Thursday, June 16, 2011

Where's the Great Novel about the War on Terror?


That's the question the Atlantic recently posed.

From the article...

The American war writing tradition is a proud one, and booming in this era of the Global War on Terror—at least in the non-fiction realm. Hundreds of memoirs and press accounts from Iraq and Afghanistan have been published since 9/11. These works run the gamut from personal testimonies of combat (Colby Buzzell's My War and Kayla Williams's Love My Rifle More than You), to attempted explanations as to how and why these wars unfolded the way they did (Donald Rumsfeld's Known and Unknown), to embedded press accounts by correspondents with infantrymen half their age (Sebastian Junger's War) or exiled Iraqi prostitutes (Deborah Amos's Eclipse of the Sunnis.) There has been such a proliferation of non-fiction war writing over the last ten years that it's nearly impossible to talk to anyone in the publishing industry without hearing phrases like "war fatigue" and "market saturation."

Fiction has proven an entirely different animal. Almost a decade after the first bombs were dropped in Afghanistan, even the most avid bookworm would be hard-pressed to identify a war novel that could be considered definitive of this new generation's battles. The explanations for this vary from the esoteric—wars need to end first before fiction writers can fully capture their impact—to the pragmatic: People don't read fiction anymore.

In an email discussion about this issue, Eric Cummings, a literary critic who writes at the military blog On Violence, argued that a memoir-centric publishing industry has played the most instrumental role in stunting the growth of GWOT fiction. However, he continued, "The first draft of war literature tends to be memoirs anyway—it happened during both World Wars ... I'm sure [Iraq and Afghanistan novels] will come. And they will probably be better than the memoirs."

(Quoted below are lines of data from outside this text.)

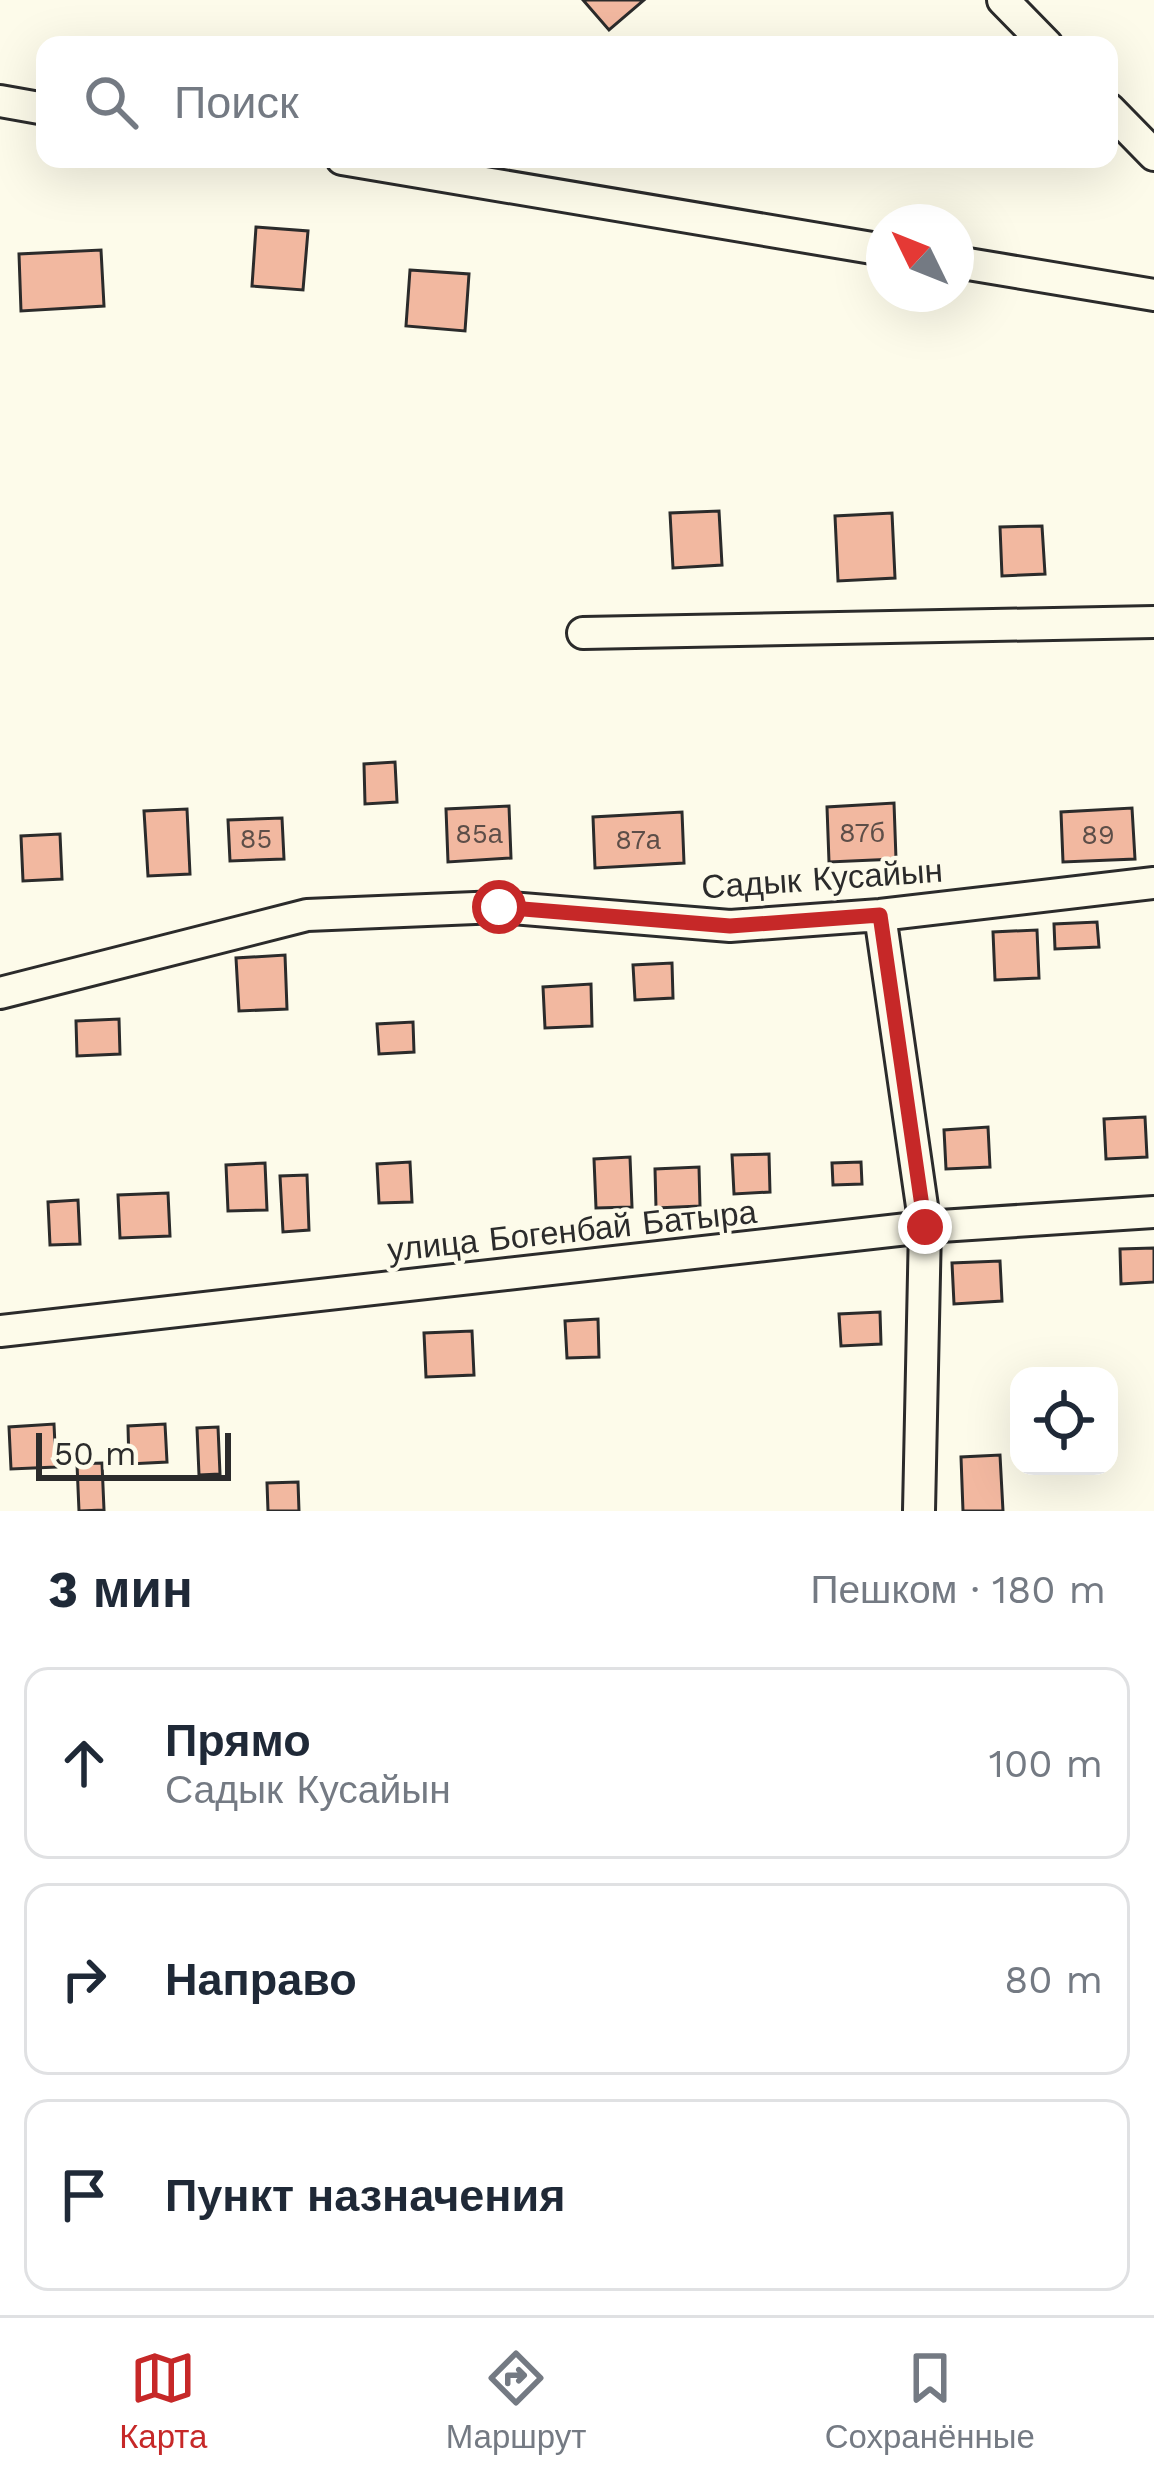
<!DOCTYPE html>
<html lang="ru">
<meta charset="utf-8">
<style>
:root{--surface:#fff;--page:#f2f2f3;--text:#1f2937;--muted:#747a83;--line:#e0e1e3;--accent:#c62828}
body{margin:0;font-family:"Work Sans",sans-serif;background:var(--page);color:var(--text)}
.controls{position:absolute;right:36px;bottom:36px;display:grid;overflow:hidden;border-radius:24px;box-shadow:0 12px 48px #0002}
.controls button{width:108px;height:108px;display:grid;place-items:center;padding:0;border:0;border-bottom:3px solid var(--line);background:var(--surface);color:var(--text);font:60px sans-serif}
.compass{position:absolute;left:866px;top:204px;width:108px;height:108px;border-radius:50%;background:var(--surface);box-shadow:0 12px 48px #0002;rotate:313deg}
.scale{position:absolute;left:36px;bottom:30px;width:195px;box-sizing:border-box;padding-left:12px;border:6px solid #2b2b2b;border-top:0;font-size:33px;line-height:42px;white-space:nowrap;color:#2b2b2b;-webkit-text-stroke:9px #fdfbea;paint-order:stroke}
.stop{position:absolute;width:36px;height:36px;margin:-27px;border:9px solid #c62828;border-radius:50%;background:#fff}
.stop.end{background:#c62828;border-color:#fff;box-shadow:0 3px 12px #0008}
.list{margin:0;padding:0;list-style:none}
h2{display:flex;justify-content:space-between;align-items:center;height:156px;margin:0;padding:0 48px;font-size:51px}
h2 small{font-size:39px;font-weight:400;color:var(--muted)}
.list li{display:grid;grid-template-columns:78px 1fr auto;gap:36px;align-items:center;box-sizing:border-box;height:192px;margin:0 24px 24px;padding:0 24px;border:3px solid var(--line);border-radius:24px}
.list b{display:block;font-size:45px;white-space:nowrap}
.list p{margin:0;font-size:39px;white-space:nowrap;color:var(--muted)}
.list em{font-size:39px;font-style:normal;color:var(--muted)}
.icon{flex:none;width:66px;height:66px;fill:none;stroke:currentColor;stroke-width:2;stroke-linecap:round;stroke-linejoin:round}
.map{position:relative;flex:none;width:1154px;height:1511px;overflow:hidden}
.search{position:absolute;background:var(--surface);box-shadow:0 12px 48px #0002;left:36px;right:36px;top:36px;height:132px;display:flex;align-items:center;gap:30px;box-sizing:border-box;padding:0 42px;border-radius:24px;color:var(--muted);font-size:45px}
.sheet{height:804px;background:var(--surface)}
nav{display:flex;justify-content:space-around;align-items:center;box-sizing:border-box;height:168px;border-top:3px solid var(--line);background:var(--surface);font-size:33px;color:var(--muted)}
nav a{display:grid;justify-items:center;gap:6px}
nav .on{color:var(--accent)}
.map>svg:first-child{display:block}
.building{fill:#f2b8a0;stroke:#2b2b2b;stroke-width:3}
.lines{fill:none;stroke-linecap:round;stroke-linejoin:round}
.minor-casing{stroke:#2b2b2b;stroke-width:36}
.minor{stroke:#fdfbea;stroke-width:30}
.route{stroke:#c62828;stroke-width:15}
.labels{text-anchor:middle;stroke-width:9;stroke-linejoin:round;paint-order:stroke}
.number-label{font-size:27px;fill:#5d4e48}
.street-label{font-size:33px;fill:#2b2b2b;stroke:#fdfbea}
</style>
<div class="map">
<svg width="1154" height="1511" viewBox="0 0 1154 1511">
<rect width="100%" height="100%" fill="#fdfbea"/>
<path class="building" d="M583,0H644L609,30Z
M256,227L308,231L303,290L252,286Z
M101,250L104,306L21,311L19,254Z
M410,270L469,274L465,331L406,326Z
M719,511L722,565L673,568L670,513Z
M892,513L895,578L838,581L835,516Z
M1042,526L1045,574L1002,576L1000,527Z
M395,762L397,802L365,804L364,764Z
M894,803L896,859L829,862L827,807Z
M509,806L511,858L448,862L446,809Z
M1132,808L1135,859L1063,862L1061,812Z
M187,809L190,874L148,876L144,811Z
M682,812L684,863L595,868L593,817Z
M282,818L284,859L230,861L228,820Z
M60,834L62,879L23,881L21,836Z
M1097,922L1099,947L1055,949L1054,924Z
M1037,930L1039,978L995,980L993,932Z
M285,955L287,1009L239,1011L236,958Z
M672,963L673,998L635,1000L633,965Z
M591,984L592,1026L545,1028L543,987Z
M119,1019L120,1054L77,1056L76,1021Z
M413,1022L414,1052L379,1054L377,1024Z
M1145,1117L1147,1157L1106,1159L1104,1119Z
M988,1127L990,1167L946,1169L944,1130Z
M769,1154L770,1192L734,1194L732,1155Z
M630,1157L632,1207L596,1208L594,1159Z
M410,1162L412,1202L379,1203L377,1164Z
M861,1162L862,1184L833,1185L832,1163Z
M265,1163L267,1210L228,1211L226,1165Z
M699,1167L700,1206L656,1208L655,1169Z
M307,1175L309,1230L283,1232L280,1176Z
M168,1193L170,1236L120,1238L118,1195Z
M78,1200L80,1244L50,1245L48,1202Z
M1154,1248V1282L1121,1284L1120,1249Z
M1000,1261L1002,1301L954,1304L952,1263Z
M880,1312L881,1344L841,1346L839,1314Z
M598,1319L599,1357L567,1358L565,1321Z
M472,1331L474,1375L426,1377L424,1333Z
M54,1424L56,1467L11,1469L9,1427Z
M165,1424L167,1462L129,1464L128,1426Z
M218,1427L220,1474L199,1475L197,1428Z
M1000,1455L1003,1511H963L961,1457Z
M102,1463L104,1510L79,1511L77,1464Z
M298,1482L299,1511H268L267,1483Z"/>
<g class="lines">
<g class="minor-casing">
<path id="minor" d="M1003,0L1047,45
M0,101L45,109
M1109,109L1154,155
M342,159L884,250
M956,262L1154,295
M583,633L1154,622
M880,915L925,1227L919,1511
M0,993L307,915L499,907L730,926L880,915L1154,883
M0,1331L925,1227L1154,1212"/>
</g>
<use href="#minor" class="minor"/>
</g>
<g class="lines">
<path class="route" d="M499,907L730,926L880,915L925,1227"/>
</g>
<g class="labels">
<g class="number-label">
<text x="862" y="842">87б</text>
<text x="479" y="843">85а</text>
<text x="1098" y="844">89</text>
<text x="256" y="848">85</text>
<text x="638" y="849">87а</text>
</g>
<g class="street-label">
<text transform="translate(822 878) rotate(-4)" y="12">Садык Кусайын</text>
<text transform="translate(572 1230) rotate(-6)" y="12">улица Богенбай Батыра</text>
</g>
</g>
</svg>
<div class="controls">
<button><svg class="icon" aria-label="locate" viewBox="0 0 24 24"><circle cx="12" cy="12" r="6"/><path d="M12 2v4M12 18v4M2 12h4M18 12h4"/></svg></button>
</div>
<svg class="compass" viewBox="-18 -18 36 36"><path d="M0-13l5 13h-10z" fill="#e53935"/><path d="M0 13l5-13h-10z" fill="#747a83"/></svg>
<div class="scale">50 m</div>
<div class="stop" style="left:499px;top:907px"></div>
<div class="stop end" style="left:925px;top:1227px"></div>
<div class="search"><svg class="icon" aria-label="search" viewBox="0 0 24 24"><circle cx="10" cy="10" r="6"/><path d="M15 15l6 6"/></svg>Поиск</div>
</div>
<section class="sheet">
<h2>3 мин<small>Пешком · 180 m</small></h2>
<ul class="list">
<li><svg class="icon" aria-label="ahead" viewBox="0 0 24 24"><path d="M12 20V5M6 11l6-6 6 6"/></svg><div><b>Прямо</b><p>Садык Кусайын</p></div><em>100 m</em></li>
<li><svg class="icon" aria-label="right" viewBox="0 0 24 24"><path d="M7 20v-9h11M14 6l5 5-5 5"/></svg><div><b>Направо</b></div><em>80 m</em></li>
<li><svg class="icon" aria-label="arrive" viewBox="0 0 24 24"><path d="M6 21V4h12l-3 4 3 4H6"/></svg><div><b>Пункт назначения</b></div></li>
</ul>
</section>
<nav>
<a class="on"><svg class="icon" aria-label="map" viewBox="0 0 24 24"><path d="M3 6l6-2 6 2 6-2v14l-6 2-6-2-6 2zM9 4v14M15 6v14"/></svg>Карта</a>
<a><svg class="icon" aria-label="directions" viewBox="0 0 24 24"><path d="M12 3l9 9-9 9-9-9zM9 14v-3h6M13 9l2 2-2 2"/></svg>Маршрут</a>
<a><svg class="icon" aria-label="saved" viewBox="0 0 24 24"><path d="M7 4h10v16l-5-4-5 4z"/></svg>Сохранённые</a>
</nav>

There is a lot of evidence to back up the assertion that war fiction takes time. Many all-time classics of the genre, from Erich Maria Remarque's All Quiet on the Western Front to Joseph Heller's Catch-22 to Tim O'Brien's The Things They Carried, took over a decade to pen. And those books seem almost rushed compared to a pair of Vietnam novels that were published in the last year, Karl Marlantes's Mattherhorn and Ken Babbs's Who Shot the Water Buffalo?, both of which took the authors over 40 years to write, rewrite, and publish.